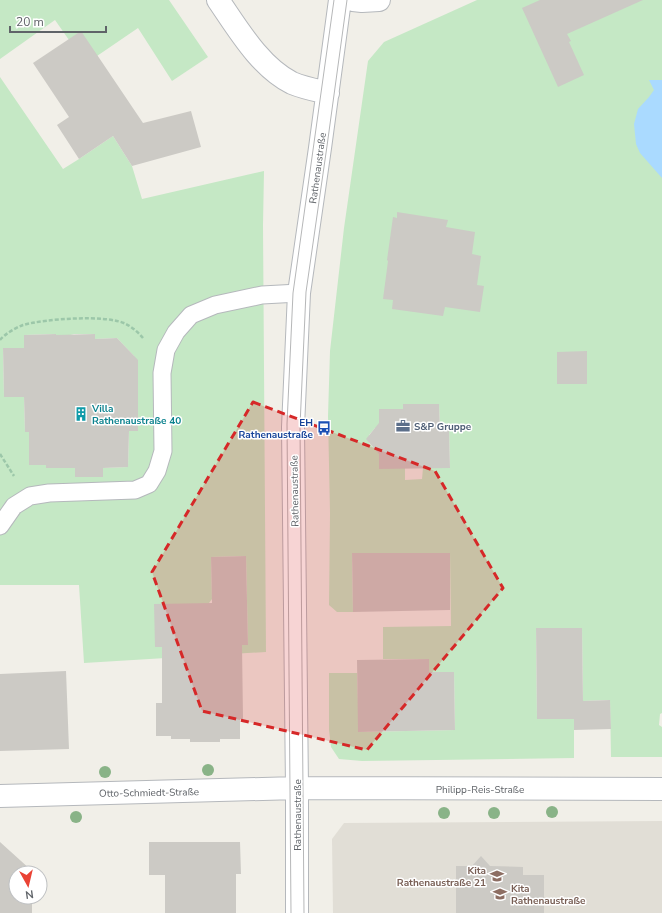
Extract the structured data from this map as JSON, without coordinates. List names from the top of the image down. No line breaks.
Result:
{"streets":{"street":["Rathenaustraße","Philipp-Reis-Straße","Otto-Schmiedt-Straße"]},"crossings":[["Rathenaustraße","Philipp-Reis-Straße"],["Rathenaustraße","Otto-Schmiedt-Straße"],["Philipp-Reis-Straße","Otto-Schmiedt-Straße"]],"places":{"building":["Villa Rathenaustraße 40"],"office":["S&P Gruppe"],"bus stop":["EH Rathenaustraße"],"school or university":["Kita Rathenaustraße 21","Kita Rathenaustraße"]},"scale_bar":"20 m","north":"bottom"}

━━━

### [TASK DETAILS]
With the pictures left out, transcribe the material exactly.

### [EXPECTED ANSWER]
Extract the structured data from this map as JSON, without coordinates. List names from the top of the image down. No line breaks.
Result:
{"streets":{"street":["Rathenaustraße","Philipp-Reis-Straße","Otto-Schmiedt-Straße"]},"crossings":[["Rathenaustraße","Philipp-Reis-Straße"],["Rathenaustraße","Otto-Schmiedt-Straße"],["Philipp-Reis-Straße","Otto-Schmiedt-Straße"]],"places":{"building":["Villa Rathenaustraße 40"],"office":["S&P Gruppe"],"bus stop":["EH Rathenaustraße"],"school or university":["Kita Rathenaustraße 21","Kita Rathenaustraße"]},"scale_bar":"20 m","north":"bottom"}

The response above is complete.